Kommunale und branchenbedingte Herausforderungen
Den Inhaber eines Wolfenbütteler Unternehmens beschäftigen entsprechend viele kommunalspezifische Anliegen: So auch die Gestaltung attraktiven Lebensraumes, was neben der grundlegenden Versorgung auch die Ansiedelung von Unternehmen, Möglichkeiten zur Freizeitgestaltung und eines funktionierenden Einzelhandels bedarf. Er fügt hinzu, dass er sich aktuell mit seiner Musikschule bei dem Bildungs- und Begegnungszentrum, das derzeit in Cremlingen gebaut wird, einbringen möchte. „Ich bin froh, dass die Verwaltung die ansässigen Vereine und Einrichtungen bereits seit der Planung einbezieht.“ Schwierigkeiten bereiten dem Kleinunternehmer die infrastrukturellen Voraussetzungen des Landkreises also nicht, vielmehr leide seine Branche an einer erfolgreichen Gewinnung von Mitarbeitenden. Die Coronapandemie habe ihr Übriges getan: „Ich habe drei Lehrkräfte verloren, die sich in dieser Zeit umorientiert haben.
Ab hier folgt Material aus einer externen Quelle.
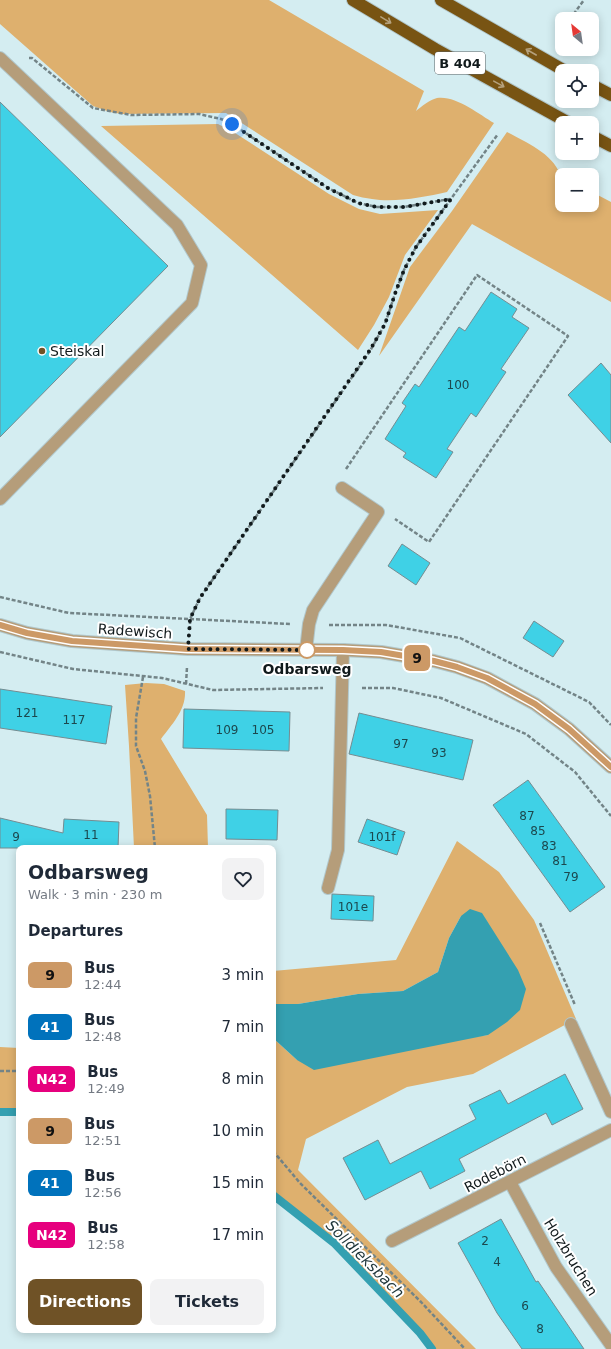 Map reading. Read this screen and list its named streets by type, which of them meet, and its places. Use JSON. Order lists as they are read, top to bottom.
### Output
{
  "streets": {
    "highway": ["B 404"],
    "street": ["Radewisch", "Rodebörn", "Holzbruchen"]
  },
  "crossings": [
    ["Rodebörn", "Holzbruchen"]
  ],
  "water": ["Solldieksbach"],
  "places": ["Steiskal", "Odbarsweg"],
  "lines": ["bus line 9"],
  "house_numbers": [
    "100",
    "121",
    "117",
    "109",
    "105",
    "97",
    "93",
    "87",
    "85",
    "11",
    "9",
    "101f",
    "83",
    "81",
    "79",
    "101e",
    "2",
    "4",
    "6",
    "8"
  ],
  "north": "top left",
  "page": {
    "on_map": "9",
    "map_buttons": ["+", "−"],
    "heading": [
      ["Odbarsweg", "Walk · 3 min · 230 m"],
      "Departures"
    ],
    "list": [
      {
        "mark": "9",
        "name": "Bus",
        "note": "12:44",
        "value": "3 min"
      },
      {
        "mark": "41",
        "name": "Bus",
        "note": "12:48",
        "value": "7 min"
      },
      {
        "mark": "N42",
        "name": "Bus",
        "note": "12:49",
        "value": "8 min"
      },
      {
        "mark": "9",
        "name": "Bus",
        "note": "12:51",
        "value": "10 min"
      },
      {
        "mark": "41",
        "name": "Bus",
        "note": "12:56",
        "value": "15 min"
      },
      {
        "mark": "N42",
        "name": "Bus",
        "note": "12:58",
        "value": "17 min"
      }
    ],
    "buttons": ["Directions", "Tickets"]
  }
} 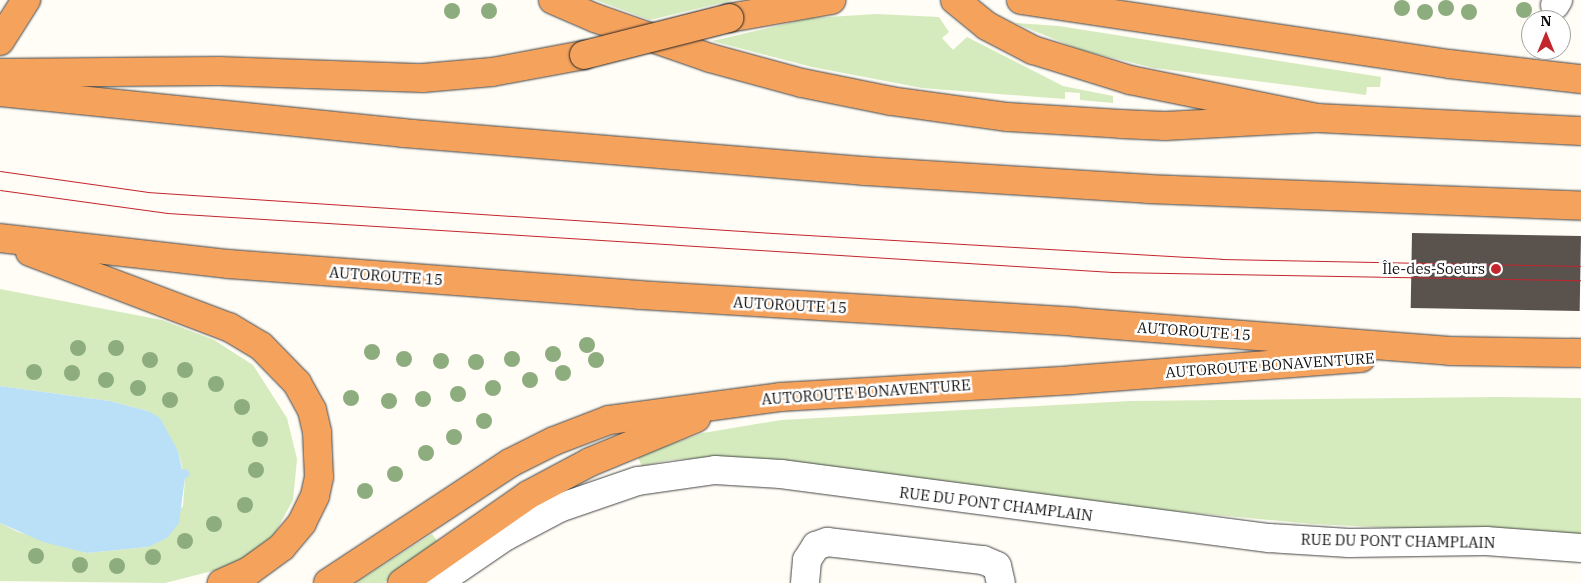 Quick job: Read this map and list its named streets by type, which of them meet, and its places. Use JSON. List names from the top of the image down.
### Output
{
  "streets": {
    "highway": ["AUTOROUTE 15", "AUTOROUTE BONAVENTURE"],
    "street": ["RUE DU PONT CHAMPLAIN"]
  },
  "crossings": [
    ["AUTOROUTE 15", "AUTOROUTE BONAVENTURE"]
  ],
  "places": ["Île-des-Soeurs"],
  "north": "top"
} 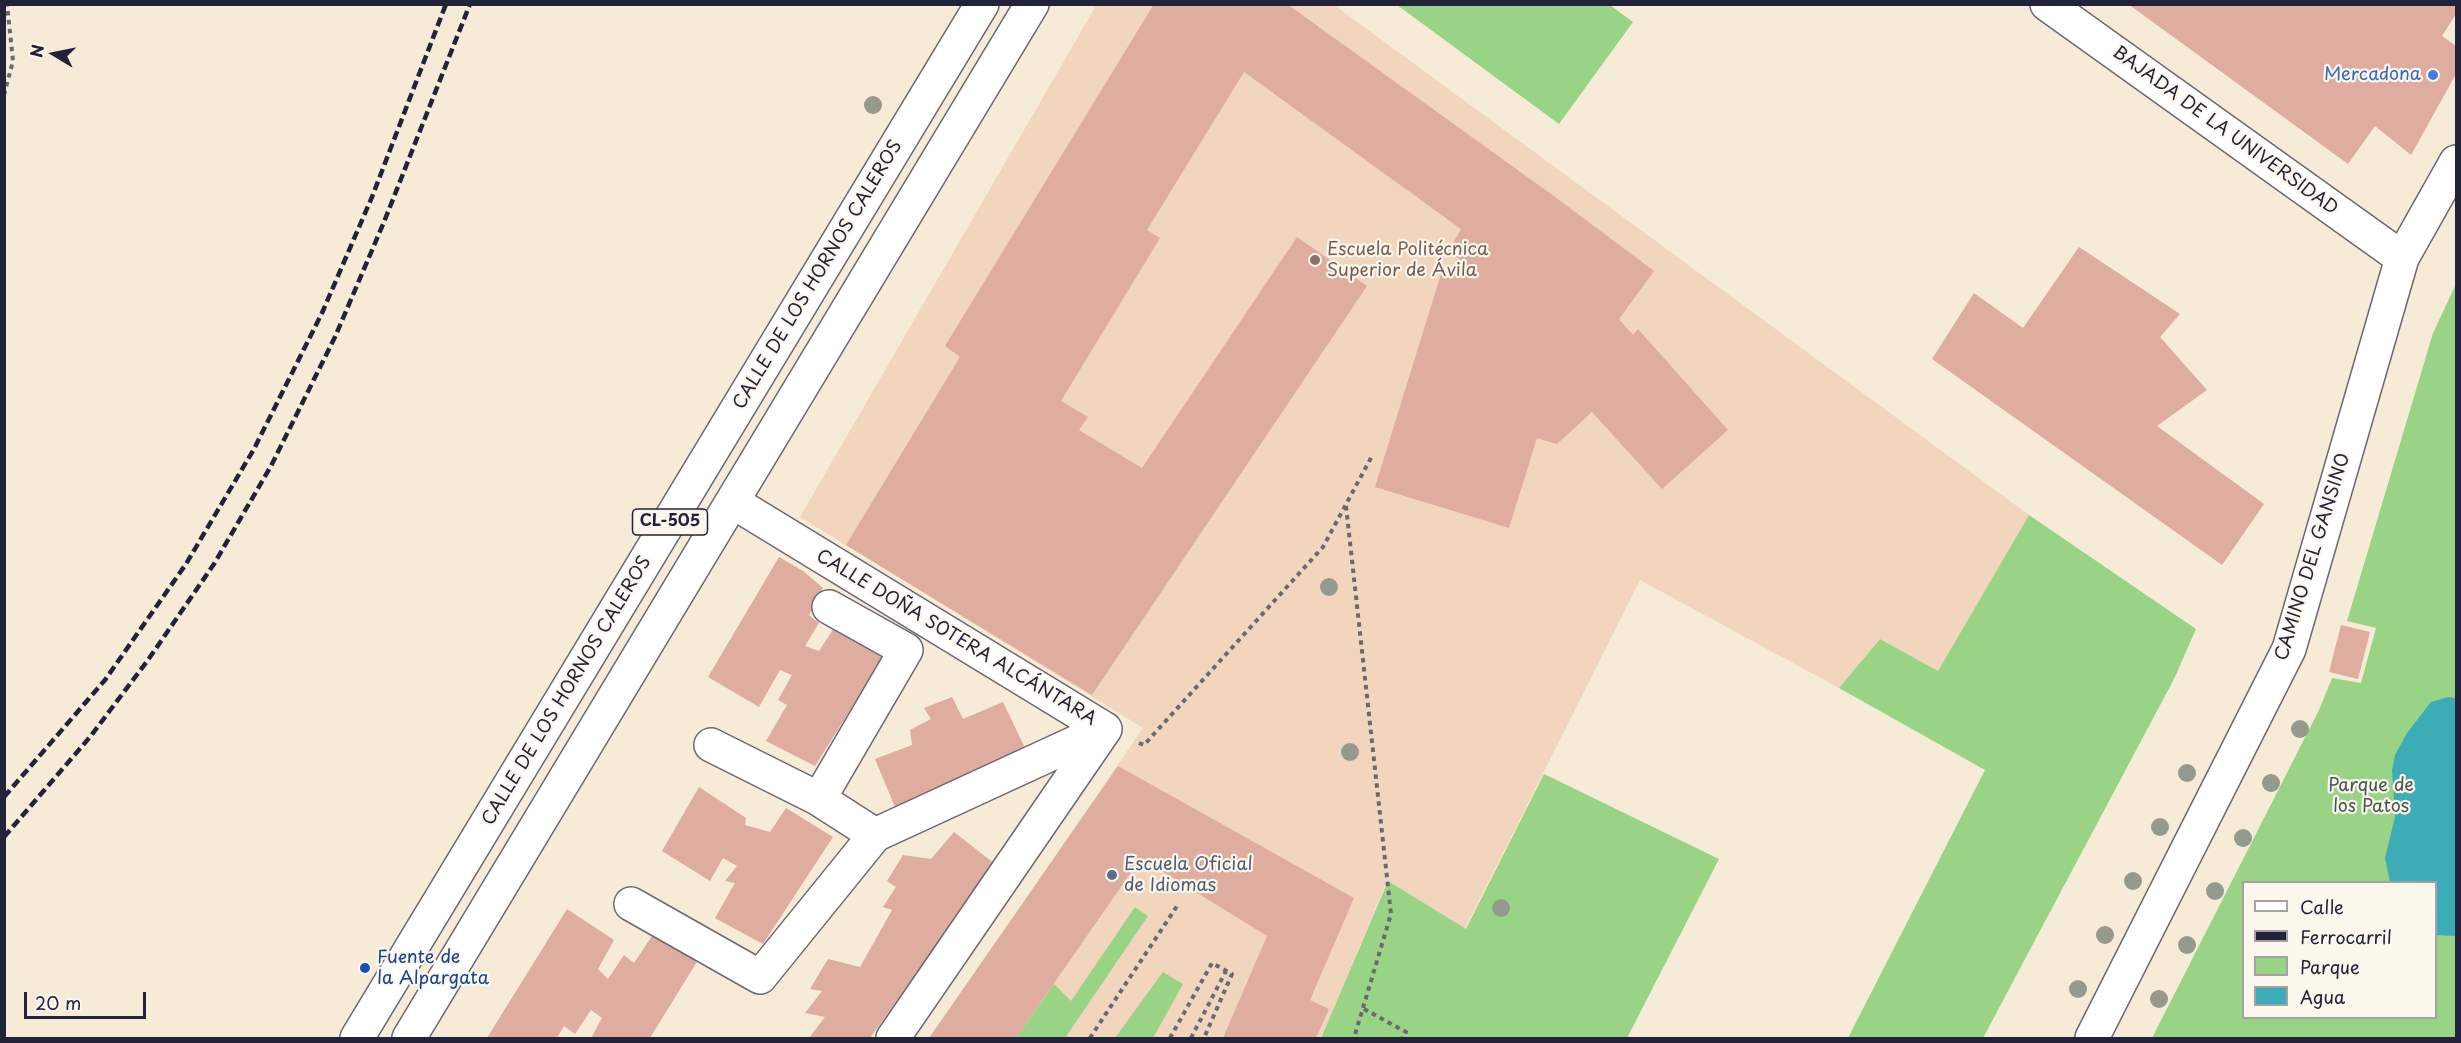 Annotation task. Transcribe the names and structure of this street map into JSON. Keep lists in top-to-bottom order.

Und es ist sehr schwierig, Verstärkung für unser Team zu finden.“ Abhilfe könne die Verbesserung der Anstellungsverhältnisse für Dozentinnen und Dozenten an Musikschulen schaffen, wodurch den Bildungseinrichtungen in freier Trägerschaft sehr geholfen wäre. „Von staatlicher Seite sollte es hier mehr Unterstützung geben. Bildung, insbesondere kulturelle Bildung findet nicht nur in öffentlichen Einrichtungen statt“, gibt der Musiklehrer zu bedenken.
Zugang zu Bildung
Gerade die Herausforderungen für kleine und mittlere Unternehmen sind es auch, die Friedrich in der IHK-Vollversammlung vorantreiben möchte. Während er als neues Mitglied bisher nur beobachtete, „muss ich nun lernen, wie ich in der Vollversammlung anpacken kann“, verkündet der ambitionierte Ehrenamtler. Verständlich, dass ihm durch seine tägliche Arbeit in der Musikbox vor allem Bildungsthemen am Herzen liegen: „Unsere Region steht vor großen Aufgaben, da Bildung einen zentralen und komplexen Bereich darstellt, der ständigen Wandel und Anpassung erfordert. Gesellschaftliche Veränderungen, finanzielle Ressourcen, die Entwicklung geeigneter Lehr- und Lernmethoden oder der technologische Fortschritt bis hin zu KI sind nur einige der aktuellen Herausforderungen.“ Friedrich, der bei Bildungsthemen einen ganzheitlichen Ansatz sowie innovative Lösungen verfolgt, nennt mit der Erhöhung des Bildungsgutscheins sogleich eine mögliche Intervention, um den Zugang zu Bildung für alle Menschen zu erleichtern. In seinem neuen IHK-Amt möchte er insbesondere den kontinuierlichen Austausch zwischen Bildungseinrichtungen, Politik und Wirtschaft fördern. Dabei liegt sein persönlicher Gewinn nicht ausschließlich darin, eigene Ideen einzubringen, sondern gemeinsam mit außergewöhnlichen Persönlichkeiten ehrenamtlich tätig sein zu können. „Mich erfüllt vor allem der Austausch mit den Menschen, die ich in meinen Ehrenämtern kennenlernen durfte und mit denen ich das Ziel des ehrbaren Unternehmertums teile.“
Mich erfüllt vor allem der Austausch mit den Menschen, die ich in meinen Ehrenämtern kennenlernen durfte.Tobias Friedrich
Tobias Friedrich sieht sich durchaus als „Macher“, wenn es um seine vielen haupt- und ehrenamtlichen Verpflichtungen geht. Auf die Frage, wie er alles unter einen Hut bekommt, zitiert er einen Freund, der ihm einst im Rahmen von Renovierungsarbeiten mit dem Satz „Die Arbeit weist den Weg“ Mut machte. Darin erkenne er sich wieder, denn er setze stets einen Fuß vor den anderen. Sein bescheidender Wunsch? Seine „Lebensgeschwindigkeit“ dürfe sich gerne etwas verlangsamen. Denn das Schönste für den Familienmenschen ist die gemeinsame Zeit mit seiner Frau und den beiden erwachsenen Töchtern, die er gerne mehr auskosten würde. Sein großes Hobby Musik übt Friedrich privat nur noch selten, aber leidenschaftlich aus – ob mit seiner Band Bluespower oder an der Gitarre, wenn er mit seiner Frau zusammen ist. Mit jener lernt er außerdem Italienisch, da es den Italienliebhaber immer wieder in den Süden zieht, wo er gerne mehr Zeit verbringen würde.